Infection after surgery | Staphylococcus aureus

Infection after surgery

After an operation, various factors can trigger an infection with Staphylococcus aureus. On the one hand, the immune system is particularly weakened after surgery, which promotes infection. On the other hand, hospital germs such as MRSA, which can infect the patient, are more common in hospitals.

Infection is also favored by the surgical wound, which offers the bacteria good conditions for colonization. Also, more patients are operated on at an older age than young patients. These persons generally have a weaker immune system than younger persons.

All these factors lead to a higher incidence of Staphylococcus aureus infection postoperatively. This can lead to the typical diseases caused by Staphylococcus aureus. However, sepsis, endocarditis or wound infection is particularly common. These diseases must be treated with antibiotics, otherwise they can be fatal.

Occurrence

Staphylococcus aureus is permanently present on the skin of up to 20% of the population. Staphylococcus aureus is temporarily detectable in up to 80% of the population. Especially hospital staff or people who are often in hospitals as patients show a higher percentage.

The bacterium does not develop pathogenic properties, but forms part of the normal skin flora. However, these persons can also serve as carriers and infect other persons with Staphylococcus aureus. This is particularly problematic with MRSA.

Staphylococcus aureus can also occur in the mucous membranes in addition to the skin. The mucous membranes of the nose, sinuses and throat are particularly affected. This is a higher percentage among hospital staff or people who are frequently hospitalized as patients than in the normal population.

The bacteria in the mucous membranes can also be a cause of infection of other people. Staphylococcus aureus can also cause infection of the middle ear with subsequent middle ear infection. The bacterium enters the middle ear via the Eustachian tube, also known as the Tuba auditiva or Eustachian tube.

This is the connection between the middle ear and the nasal or pharyngeal cavity. Typically, only one middle ear is infected. The detection of Staphylococcus aureus in the blood always has disease value.

In the blood, the bacterium can multiply well and cause not only sepsis but also endocarditis. The bacterium’s access routes to the blood can be manifold. After the formation of an abscess, Staphylococcus aureus can subsequently infiltrate the surrounding intact tissue and attack the supplying blood vessels.

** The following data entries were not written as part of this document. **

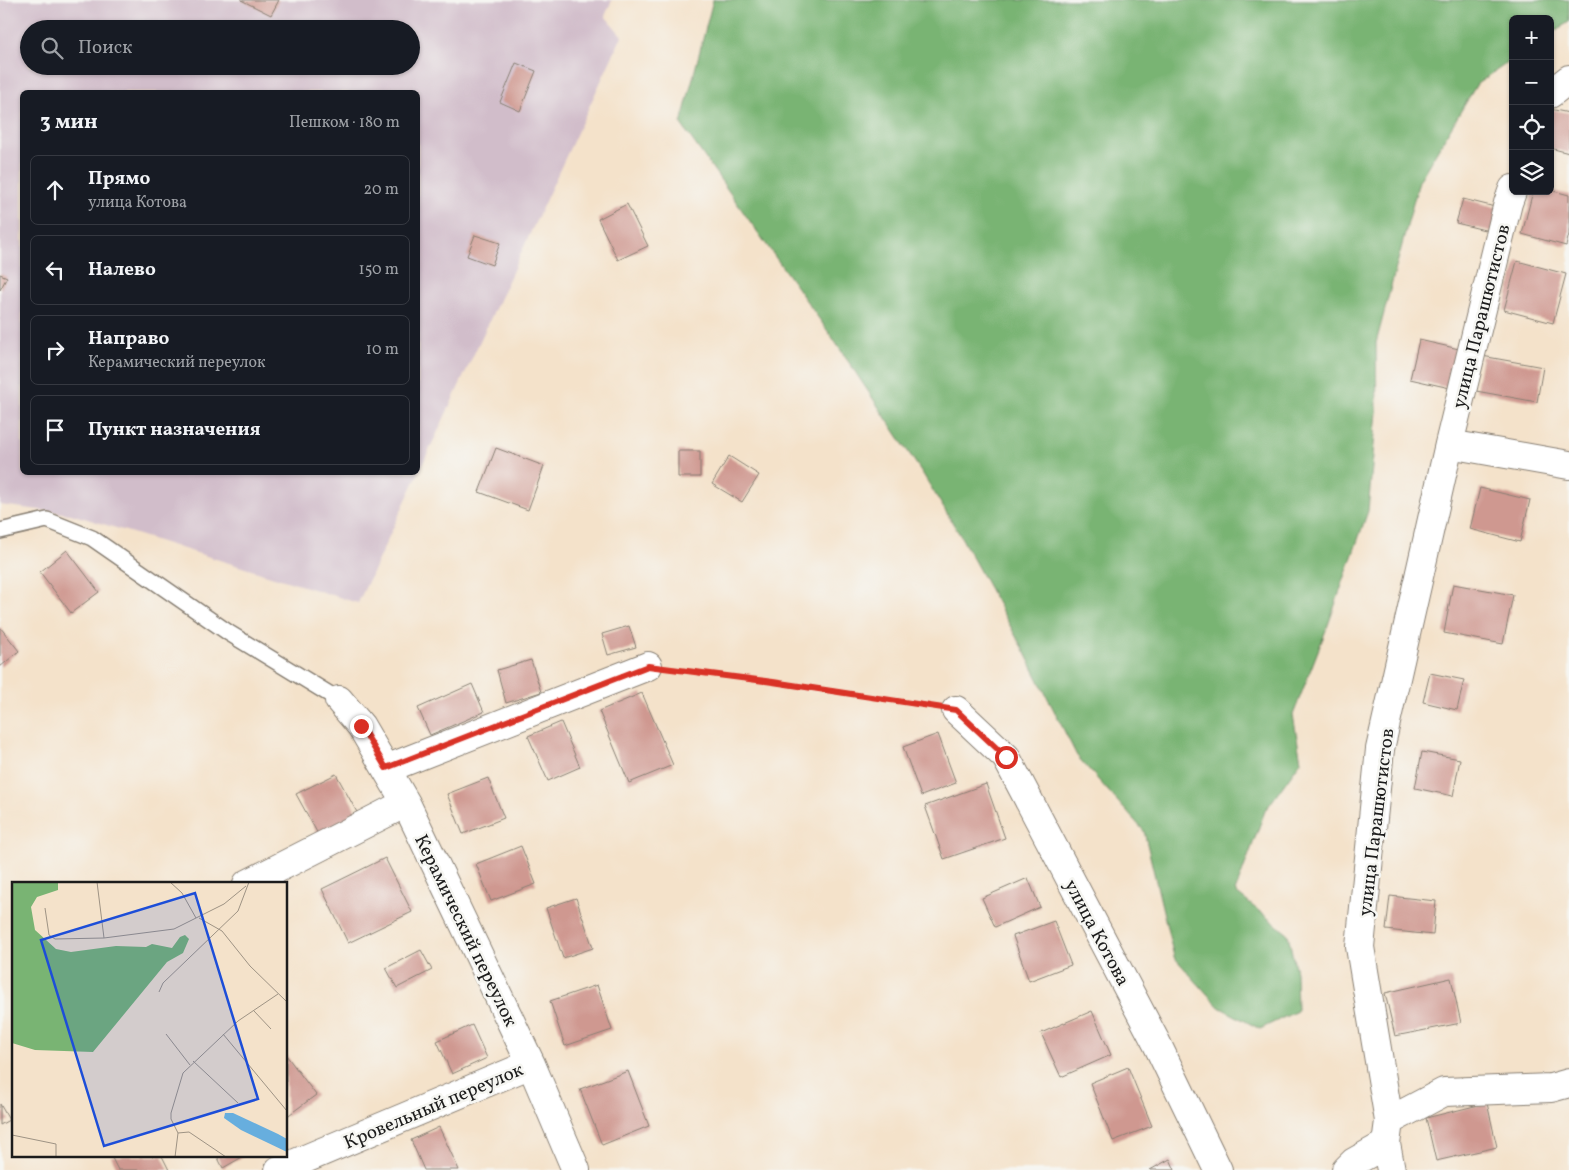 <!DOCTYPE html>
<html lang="ru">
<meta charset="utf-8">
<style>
body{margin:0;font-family:Vollkorn,serif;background:#20242c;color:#f1f3f6}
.controls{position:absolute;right:15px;top:15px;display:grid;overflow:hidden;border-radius:8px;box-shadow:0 1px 4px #0004}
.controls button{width:45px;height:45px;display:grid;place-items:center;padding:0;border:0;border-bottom:1px solid #363941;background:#171b24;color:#f1f3f6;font:25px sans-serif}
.stop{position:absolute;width:15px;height:15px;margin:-11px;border:4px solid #d93025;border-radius:50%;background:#fff}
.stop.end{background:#d93025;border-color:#fff;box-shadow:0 1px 5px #0008}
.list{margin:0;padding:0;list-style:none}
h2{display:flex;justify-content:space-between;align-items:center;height:65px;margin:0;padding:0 20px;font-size:21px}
h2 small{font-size:16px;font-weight:400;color:#9ea1a6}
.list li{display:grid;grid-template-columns:32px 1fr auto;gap:15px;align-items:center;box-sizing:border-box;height:70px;margin:0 10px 10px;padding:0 10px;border:1px solid #363941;border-radius:8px}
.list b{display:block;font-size:19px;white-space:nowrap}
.list p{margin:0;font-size:16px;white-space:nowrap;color:#9ea1a6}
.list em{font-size:16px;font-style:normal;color:#9ea1a6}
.icon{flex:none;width:28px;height:28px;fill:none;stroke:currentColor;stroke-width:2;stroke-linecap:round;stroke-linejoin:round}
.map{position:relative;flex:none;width:1569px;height:1170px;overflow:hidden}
.search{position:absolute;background:#171b24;box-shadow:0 1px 4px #0004;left:20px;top:20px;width:400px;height:55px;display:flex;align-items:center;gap:12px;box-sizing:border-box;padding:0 18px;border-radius:28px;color:#9ea1a6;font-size:19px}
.panel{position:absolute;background:#171b24;box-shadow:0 1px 4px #0004;left:20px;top:90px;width:400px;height:385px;border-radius:8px}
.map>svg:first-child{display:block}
.industrial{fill:#d1bdca;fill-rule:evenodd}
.forest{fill:#79b473;stroke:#4a6848}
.building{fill:#cf9890}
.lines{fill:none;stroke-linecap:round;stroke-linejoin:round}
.lane-casing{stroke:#887f73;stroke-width:18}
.street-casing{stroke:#887f73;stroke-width:30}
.path{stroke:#887f73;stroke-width:3;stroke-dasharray:4 4;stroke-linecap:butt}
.lane{stroke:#fff;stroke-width:15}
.street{stroke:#fff;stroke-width:28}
.route{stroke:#d93025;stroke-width:6}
.labels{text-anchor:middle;stroke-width:5;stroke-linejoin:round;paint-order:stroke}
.street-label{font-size:19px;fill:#1c1c1c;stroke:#f6f6f2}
.inset-road{fill:none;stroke:#9e9384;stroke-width:1}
.view{fill:#1d4ed8;fill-opacity:0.15;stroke:#1d4ed8;stroke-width:2.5}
.inset-edge{fill:none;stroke:#1c1c1c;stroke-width:2.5}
</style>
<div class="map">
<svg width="1569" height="1170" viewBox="0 0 1569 1170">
<rect width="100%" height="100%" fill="#f6f6f2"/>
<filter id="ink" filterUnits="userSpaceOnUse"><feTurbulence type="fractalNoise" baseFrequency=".02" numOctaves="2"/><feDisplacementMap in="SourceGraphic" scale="10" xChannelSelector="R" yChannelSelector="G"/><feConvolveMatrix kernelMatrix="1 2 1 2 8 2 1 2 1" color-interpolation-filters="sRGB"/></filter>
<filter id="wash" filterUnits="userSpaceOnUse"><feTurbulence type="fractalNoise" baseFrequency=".0096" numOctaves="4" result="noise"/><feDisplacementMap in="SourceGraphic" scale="20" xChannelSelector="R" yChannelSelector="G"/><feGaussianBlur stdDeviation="1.12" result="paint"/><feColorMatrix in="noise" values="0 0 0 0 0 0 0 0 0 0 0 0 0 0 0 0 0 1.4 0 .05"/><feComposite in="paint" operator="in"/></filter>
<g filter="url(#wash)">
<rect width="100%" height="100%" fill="#f4e2ca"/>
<path class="industrial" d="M0,0H612L605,16L622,36L358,603L71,514L0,505ZM29,29H411V66H29ZM22,92H418V472H22Z"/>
<path class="forest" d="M713,0H1569V22L1550,34V19H1513V59L1477,84L1419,181L1376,343L1377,412L1368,511L1328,625L1293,715L1301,761L1265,811L1235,892L1288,934L1296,972L1297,1011L1260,1029L1219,1007L1174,957L1144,831L1077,756L1024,651L960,535L923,474L832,337L681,124Z"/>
<g id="blocks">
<path class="building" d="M241,0H279L271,15Z
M516,63L536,71L520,111L500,102Z
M1550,109L1569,113V153L1550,148Z
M1550,190L1569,195V234L1566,246L1522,234L1533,191Z
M1463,199L1499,208L1493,232L1456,223Z
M627,204L648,246L618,260L598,219Z
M475,235L500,243L492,265L467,256Z
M1517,261L1566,274L1553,323L1504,310Z
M0,274L7,277L0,290Z
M1419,340L1459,349L1450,388L1410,379Z
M1482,356L1543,367L1537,402L1476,391Z
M496,448L544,466L528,510L479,492Z
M678,451H700V477H678Z
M729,456L759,475L742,502L712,484Z
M1480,488L1530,500L1520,542L1470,529Z
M67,550L99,592L71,613L40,572Z
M1453,584L1513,595L1503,644L1444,633Z
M629,626L636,647L608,655L602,634Z
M0,627L19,651L0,667Z
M531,660L541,692L506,703L497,670Z
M1430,673L1464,680L1457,710L1423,702Z
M472,684L484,712L430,735L418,708Z
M642,693L673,765L629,783L599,711Z
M561,722L580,767L548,781L528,736Z
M938,734L956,783L921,796L903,747Z
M1422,752L1460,759L1453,796L1415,788Z
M336,774L359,816L319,836L296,794Z
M488,778L504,818L463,834L447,794Z
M986,784L1005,838L944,859L925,806Z
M521,846L536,884L491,901L476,864Z
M385,858L412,912L348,943L322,889Z
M1028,878L1040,907L995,927L982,898Z
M1390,896L1436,901L1433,935L1386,930Z
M576,898L593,948L563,958L546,908Z
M1054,921L1071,965L1029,981L1013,936Z
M421,950L432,970L397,988L386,968Z
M1451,978L1461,1023L1395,1036L1385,993Z
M597,985L612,1030L565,1046L550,1001Z
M1092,1011L1111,1055L1061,1077L1041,1033Z
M472,1025L487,1058L452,1074L437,1041Z
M286,1055L316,1095L286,1117Z
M1128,1067L1152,1126L1113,1141L1090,1083Z
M628,1071L649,1126L602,1145L580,1089Z
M1487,1103L1497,1147L1436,1161L1426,1118Z
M0,1104L9,1120L0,1125Z
M439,1127L459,1170H424L411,1140Z
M111,1156H162L169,1170H118Z
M217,1156H244L223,1168Z
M1170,1159L1175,1170H1150Z"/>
</g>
</g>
<g filter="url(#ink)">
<use href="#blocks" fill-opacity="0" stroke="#887f73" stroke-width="1"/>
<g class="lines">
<defs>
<path id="lane" d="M0,531L47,520L92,538L229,633L339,700"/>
<path id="street" d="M1550,94L1569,79
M1449,444L1508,203L1513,189
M339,700L361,726L406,803L531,1064L576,1170
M956,710L1006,757L1156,1042L1218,1170
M386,769L648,666
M247,884L406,803
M1389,1121L1444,1092L1551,1088L1569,1083
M279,1170L531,1064
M1346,1170L1354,1162L1386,1144
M1391,1170L1386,1144L1389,1121L1360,947L1380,749L1449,444L1569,465"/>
</defs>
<use href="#lane" class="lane-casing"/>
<use href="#street" class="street-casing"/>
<path class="path" d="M673,669L773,682L929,706"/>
<use href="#lane" class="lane"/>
<use href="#street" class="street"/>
</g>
</g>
<g class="lines" filter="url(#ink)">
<path class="route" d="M361,726L386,768L648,666L773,682L956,710L1006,757"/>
</g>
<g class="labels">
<g class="street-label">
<text transform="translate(1480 316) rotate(-76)" y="7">улица Парашютистов</text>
<text transform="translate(1375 822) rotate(-83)" y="7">улица Парашютистов</text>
<text transform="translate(467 930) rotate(64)" y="7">Керамический переулок</text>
<text transform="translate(1098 932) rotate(62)" y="7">улица Котова</text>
<text transform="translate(433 1105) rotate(-23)" y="7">Кровельный переулок</text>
</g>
</g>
<g transform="translate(12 882)">
<rect width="275" height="275" fill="#f4e2ca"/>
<path d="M0,0H46V8L25,15L19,25L23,48L44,67L59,70L104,64L134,65L140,62L160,66L168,55L173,53L177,57L171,71L155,80L81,170L23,168L0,161Z" fill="#79b473"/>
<path d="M213,231H221L266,252L275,257V270L229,248L212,236Z" fill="#67aede"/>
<path class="inset-road" d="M85,0L92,56L162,47L212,22L234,4M158,0L170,11L184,36M33,26L37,53L43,57L92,56M187,36L210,49L238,84L275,120M147,110L151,101L226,29L237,0M242,129L259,147M154,152L178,183M211,152L275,229M181,179L226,221M166,251L177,250L214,275M0,253L44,262V275M163,275L166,251L159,237V231L171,191L226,139L266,112"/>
<path class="view" d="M183,11L246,217L92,264L29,58Z"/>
<rect width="275" height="275" class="inset-edge"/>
</g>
</svg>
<div class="controls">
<button>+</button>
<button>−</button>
<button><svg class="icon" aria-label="locate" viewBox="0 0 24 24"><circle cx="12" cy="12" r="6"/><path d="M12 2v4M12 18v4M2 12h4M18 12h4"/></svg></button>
<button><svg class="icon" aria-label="layers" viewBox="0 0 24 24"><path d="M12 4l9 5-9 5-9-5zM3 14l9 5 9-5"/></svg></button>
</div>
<div class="stop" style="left:1006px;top:757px"></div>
<div class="stop end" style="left:361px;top:726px"></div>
<div class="search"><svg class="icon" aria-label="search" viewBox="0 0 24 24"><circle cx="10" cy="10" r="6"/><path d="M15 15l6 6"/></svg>Поиск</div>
<section class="panel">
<h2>3 мин<small>Пешком · 180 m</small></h2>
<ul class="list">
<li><svg class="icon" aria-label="ahead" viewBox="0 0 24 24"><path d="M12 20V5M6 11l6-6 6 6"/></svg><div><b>Прямо</b><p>улица Котова</p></div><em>20 m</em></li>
<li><svg class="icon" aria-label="left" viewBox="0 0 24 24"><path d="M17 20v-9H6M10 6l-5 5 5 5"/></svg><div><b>Налево</b></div><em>150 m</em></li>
<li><svg class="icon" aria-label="right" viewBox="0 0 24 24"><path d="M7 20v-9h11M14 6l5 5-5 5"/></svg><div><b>Направо</b><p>Керамический переулок</p></div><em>10 m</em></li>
<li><svg class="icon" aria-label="arrive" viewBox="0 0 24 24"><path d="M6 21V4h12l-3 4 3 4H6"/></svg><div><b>Пункт назначения</b></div></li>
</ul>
</section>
</div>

Furthermore, the bacterium can settle relatively well on superficial skin wounds and infiltrate the vessels as well. Indwelling venous cannulas and central venous catheters (CVC) also pose a particular risk for the development of staphylococcal sepsis, as the bacteria can also reach the blood vessels by migrating down the plastic structures. Staphylococcus aureus can infiltrate and destroy the healthy tissue of a person due to various enzymes it releases.

This can lead to the development of an abscess. The formation of an abscess always poses a risk of infiltration of surrounding blood vessels, which can lead to sepsis. Within this abscess the bacterium can sometimes be detected by microbiological cultivation.

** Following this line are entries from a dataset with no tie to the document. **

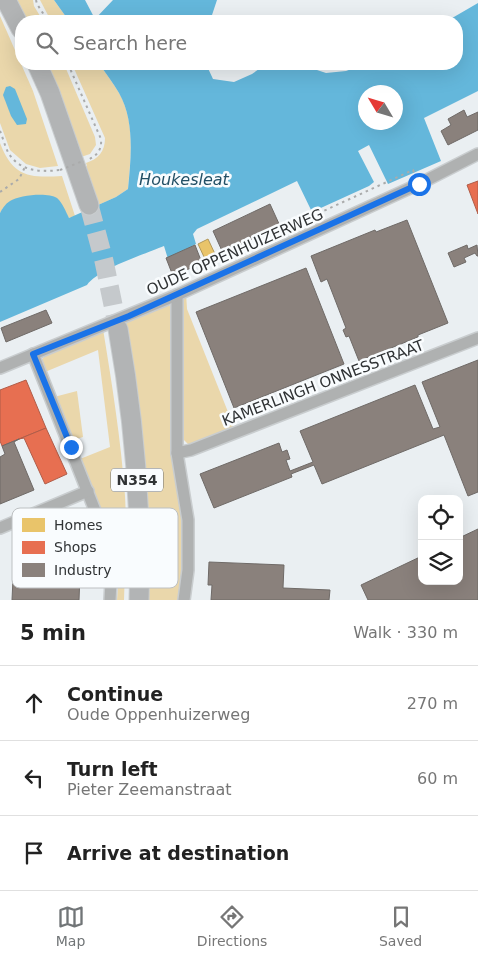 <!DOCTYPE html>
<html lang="en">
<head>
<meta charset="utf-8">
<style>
  :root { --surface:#fff; --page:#f2f2f2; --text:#222; --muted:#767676; --line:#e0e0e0; --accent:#717577 }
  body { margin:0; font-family:"DejaVu Sans",sans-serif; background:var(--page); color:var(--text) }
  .controls { position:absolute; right:15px; bottom:15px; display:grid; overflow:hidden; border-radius:10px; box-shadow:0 5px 20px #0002 }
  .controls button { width:45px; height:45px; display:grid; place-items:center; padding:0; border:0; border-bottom:1px solid var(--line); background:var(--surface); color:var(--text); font:25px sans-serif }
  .compass { position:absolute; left:358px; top:85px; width:45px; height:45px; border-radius:50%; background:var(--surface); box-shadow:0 5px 20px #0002; rotate:308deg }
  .stop { position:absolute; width:15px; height:15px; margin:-11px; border:4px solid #1a73e8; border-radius:50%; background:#fff }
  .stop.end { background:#1a73e8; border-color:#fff; box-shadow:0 1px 5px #0008 }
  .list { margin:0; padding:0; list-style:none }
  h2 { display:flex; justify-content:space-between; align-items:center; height:65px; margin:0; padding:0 20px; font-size:21px }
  h2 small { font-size:16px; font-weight:400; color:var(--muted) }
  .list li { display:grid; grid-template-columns:32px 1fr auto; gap:15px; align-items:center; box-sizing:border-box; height:75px; padding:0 20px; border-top:1px solid var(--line) }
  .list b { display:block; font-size:19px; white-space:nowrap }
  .list p { margin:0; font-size:16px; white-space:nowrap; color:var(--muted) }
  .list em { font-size:16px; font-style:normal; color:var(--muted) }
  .icon { flex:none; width:28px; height:28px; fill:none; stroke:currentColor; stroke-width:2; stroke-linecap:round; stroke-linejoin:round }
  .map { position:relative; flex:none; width:478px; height:600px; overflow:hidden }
  .search { position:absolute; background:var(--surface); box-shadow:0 5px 20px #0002; left:15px; right:15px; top:15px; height:55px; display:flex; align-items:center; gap:12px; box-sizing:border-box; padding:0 18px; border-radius:20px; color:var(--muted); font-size:19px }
  .sheet { height:290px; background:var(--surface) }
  nav { display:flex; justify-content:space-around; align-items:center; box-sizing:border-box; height:70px; border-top:1px solid var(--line); background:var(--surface); font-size:14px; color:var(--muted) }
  nav a { display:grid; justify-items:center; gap:2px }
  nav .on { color:var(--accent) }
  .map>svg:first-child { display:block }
</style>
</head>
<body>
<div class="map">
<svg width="478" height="600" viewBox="0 0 478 600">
  <rect width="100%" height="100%" fill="#eaeff2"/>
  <g fill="#ead7ab">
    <polygon points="14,0 33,0 34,6 43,21 24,21"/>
    <polygon points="40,0 54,0 69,21 51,21"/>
    <polygon points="0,16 33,91 58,166 40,168 26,164 10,150 0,123"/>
    <polygon points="44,64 64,64 95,137 96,145 90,154 81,157"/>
    <path d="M72 64H99C106 73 113 83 119 93 135 120 131 158 128 189L116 197 96 206 85 167 87 166 86 163C98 159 105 152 105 138Z"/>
    <path d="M0 143C13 177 29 178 62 176L75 216 69 218 58 199 3 208 0 213Z"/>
    <polygon points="186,293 187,309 234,427 189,445 183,439 183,297"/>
    <polygon points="163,303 169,305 172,309 185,526 182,572 179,600 146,600 124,320"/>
    <path d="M103 329C112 384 121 440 125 496 127 531 125 565 124 600H117L119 573 118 559 80 459 110 447 98 350 45 372 41 360 45 356Z"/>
    <polygon points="77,391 83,437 73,440 54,397"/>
  </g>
  <g fill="#64b7db" fill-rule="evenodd">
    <polygon points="54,0 85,0 95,19 113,0 217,0 210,21 69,21"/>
    <path d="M478 3V91L424 118 441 161 388 184 369 145 358 151 374 182 369 186 312 212 297 181 197 229 193 234 196 244 168 259 164 246C145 254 98 269 87 285L0 322V213C2 209 5 204 10 201 19 195 48 192 57 198 62 202 66 212 69 218L116 197 128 189C131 158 135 121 119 93 113 83 106 73 99 64H206L213 79 234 82 252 74 266 64H311L314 69 326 73 346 71 365 64H457V21H447ZM366 92H396V122H366Z"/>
    <polygon points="10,86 15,89 27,119 26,124 17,125 11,116 3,95 6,87"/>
  </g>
  <polygon fill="#e9c46a" stroke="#b2985a" points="208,239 215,254 205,259 198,244"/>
  <g fill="#e76f51" stroke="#b05d49">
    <polygon points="478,181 478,214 467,185"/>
    <polygon points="26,380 46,428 2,446 0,441 0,390"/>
    <polygon points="46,428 67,474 45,484 24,438 19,439"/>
  </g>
  <g fill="#8a817c" stroke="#6f6a67">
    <polygon points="464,110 467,117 478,112 478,130 448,145 441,131 451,125 448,119"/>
    <polygon points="270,204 280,226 223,253 213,231"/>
    <polygon points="407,220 448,323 418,335 418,337 359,361 349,336 346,337 343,330 346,328 327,279 321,282 311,256 375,230 376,232"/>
    <polygon points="195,245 202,263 173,276 166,258"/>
    <polygon points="467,245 468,249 477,245 478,256 477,256 475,253 464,258 466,262 454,267 448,253"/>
    <polygon points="306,268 344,364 234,408 196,312"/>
    <polygon points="46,310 52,323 6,342 1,328"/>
    <polygon points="478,360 478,492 468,496 444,435 322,484 314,465 291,474 292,477 214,508 200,474 279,443 282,452 287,450 290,459 286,460 290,471 313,462 300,431 415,385 433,429 440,427 422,382"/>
    <polygon points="19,439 14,442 34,490 0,504 0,457 5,454 2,446"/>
    <polygon points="49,522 82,523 79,600 12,600 15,535 48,536"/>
    <polygon points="478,529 478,600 368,600 361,585 422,556 422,581 459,581 459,538"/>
    <polygon points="209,562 284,565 283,588 330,590 329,600 211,600 212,585 208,585"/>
  </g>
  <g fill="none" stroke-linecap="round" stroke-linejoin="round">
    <polyline stroke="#c5c9cc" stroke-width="19" stroke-dasharray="19 9" stroke-linecap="butt" points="89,205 104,261 118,329"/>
    <defs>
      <g id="street">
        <polyline points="177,295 177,453 188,520 188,570 184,600"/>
        <polyline points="33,354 111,551 112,563 110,600"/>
        <polyline points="0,368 177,295 419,184 478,154"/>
        <polyline points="177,453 191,450 478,338"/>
        <polyline points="0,528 88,491"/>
      </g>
      <g id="primary">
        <polyline points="6,0 21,29"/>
        <polyline points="37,64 50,93 89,205"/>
        <path d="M118 329C134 419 142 509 139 600"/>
      </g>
    </defs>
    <use href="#street" stroke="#c9cdcf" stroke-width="14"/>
    <use href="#primary" stroke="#c9cdcf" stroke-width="21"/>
    <g stroke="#aaabab" stroke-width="2" stroke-dasharray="2.5 4" stroke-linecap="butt">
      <polyline points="36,0 37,4 48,21"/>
      <polyline points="18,44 21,51"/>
      <path d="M68 64 101 139C102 150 97 156 87 160"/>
      <path d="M0 131C3 138 5 147 9 154 21 172 41 172 60 170"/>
      <polyline points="0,192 19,179 25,167"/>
      <polyline points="309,224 306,219 413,170 415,175"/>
    </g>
    <use href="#street" stroke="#afb1b1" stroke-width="11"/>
    <use href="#primary" stroke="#b2b4b5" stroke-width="19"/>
    <polyline stroke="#aaabab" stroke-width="2" stroke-dasharray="2.5 4" stroke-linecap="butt" points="60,170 83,161"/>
  </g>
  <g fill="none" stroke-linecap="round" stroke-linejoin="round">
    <polyline stroke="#1a73e8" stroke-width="6" points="71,447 33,354 129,316 419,184"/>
  </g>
  <g text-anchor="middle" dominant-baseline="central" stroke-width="5" stroke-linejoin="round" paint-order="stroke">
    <rect fill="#f9fcfe" stroke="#6c6f71" stroke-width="1" x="111" y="468.5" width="52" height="23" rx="4"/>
    <g font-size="14" font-weight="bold" fill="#303335">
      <text x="137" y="480">N354</text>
    </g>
    <g font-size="15" fill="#303335" stroke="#f9fcfe">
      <text transform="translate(235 252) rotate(-24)">OUDE OPPENHUIZERWEG</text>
      <text transform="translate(323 383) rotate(-21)">KAMERLINGH ONNESSTRAAT</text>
    </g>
    <g font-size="16" font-style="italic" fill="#235066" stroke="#f9fcfe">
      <text x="184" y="179">Houkesleat</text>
    </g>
  </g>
  <rect x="12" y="508" width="166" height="80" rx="8" fill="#f9fcfe" stroke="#bdc0c2" stroke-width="1"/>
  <rect x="22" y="518" width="23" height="14" fill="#e9c46a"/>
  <rect x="22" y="541" width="23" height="13" fill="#e76f51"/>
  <rect x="22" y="563" width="23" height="14" fill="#8a817c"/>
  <g font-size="14" fill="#303335">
    <text x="54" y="530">Homes</text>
    <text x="54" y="552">Shops</text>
    <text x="54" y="575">Industry</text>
  </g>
</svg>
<div class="controls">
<button><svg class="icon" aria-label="locate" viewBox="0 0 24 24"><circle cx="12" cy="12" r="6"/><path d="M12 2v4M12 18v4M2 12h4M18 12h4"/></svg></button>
<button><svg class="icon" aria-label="layers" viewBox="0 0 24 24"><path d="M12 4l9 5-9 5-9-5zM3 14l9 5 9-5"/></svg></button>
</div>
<svg class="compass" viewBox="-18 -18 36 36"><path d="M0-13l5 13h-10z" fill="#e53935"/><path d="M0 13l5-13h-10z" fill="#767676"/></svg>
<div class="stop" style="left:419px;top:184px"></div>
<div class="stop end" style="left:71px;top:447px"></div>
<div class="search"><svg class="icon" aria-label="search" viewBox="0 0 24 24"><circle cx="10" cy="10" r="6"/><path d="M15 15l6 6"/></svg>Search here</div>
</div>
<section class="sheet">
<h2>5 min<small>Walk · 330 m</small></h2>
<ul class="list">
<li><svg class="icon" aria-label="ahead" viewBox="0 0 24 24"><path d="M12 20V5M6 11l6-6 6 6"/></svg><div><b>Continue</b><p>Oude Oppenhuizerweg</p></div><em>270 m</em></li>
<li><svg class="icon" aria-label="left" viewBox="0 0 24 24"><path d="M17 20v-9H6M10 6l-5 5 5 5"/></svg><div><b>Turn left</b><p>Pieter Zeemanstraat</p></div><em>60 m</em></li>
<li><svg class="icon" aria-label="arrive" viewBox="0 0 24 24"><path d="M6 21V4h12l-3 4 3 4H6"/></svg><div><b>Arrive at destination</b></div></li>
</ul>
</section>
<nav>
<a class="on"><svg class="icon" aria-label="map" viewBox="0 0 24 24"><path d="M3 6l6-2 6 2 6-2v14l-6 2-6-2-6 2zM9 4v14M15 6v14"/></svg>Map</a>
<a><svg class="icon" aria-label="directions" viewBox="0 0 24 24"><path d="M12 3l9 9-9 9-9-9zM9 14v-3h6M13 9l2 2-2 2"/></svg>Directions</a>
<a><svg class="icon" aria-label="saved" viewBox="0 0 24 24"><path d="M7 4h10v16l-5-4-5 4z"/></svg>Saved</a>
</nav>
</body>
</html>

A pimple is caused by a blockage of a skin pore. As a rule, there are no complications when a pimple occurs. The blockage can be caused by various substances.

Among other things, sweat or sebum can cause a blockage. This creates good conditions for colonization by pathogenic bacteria such as Staphylococcus aureus. Here, the bacteria can also proliferate strongly and cause further symptoms.In extreme cases, the pimple may spread to a boil, carbuncle or abscess. There is a risk of the development of sepsis.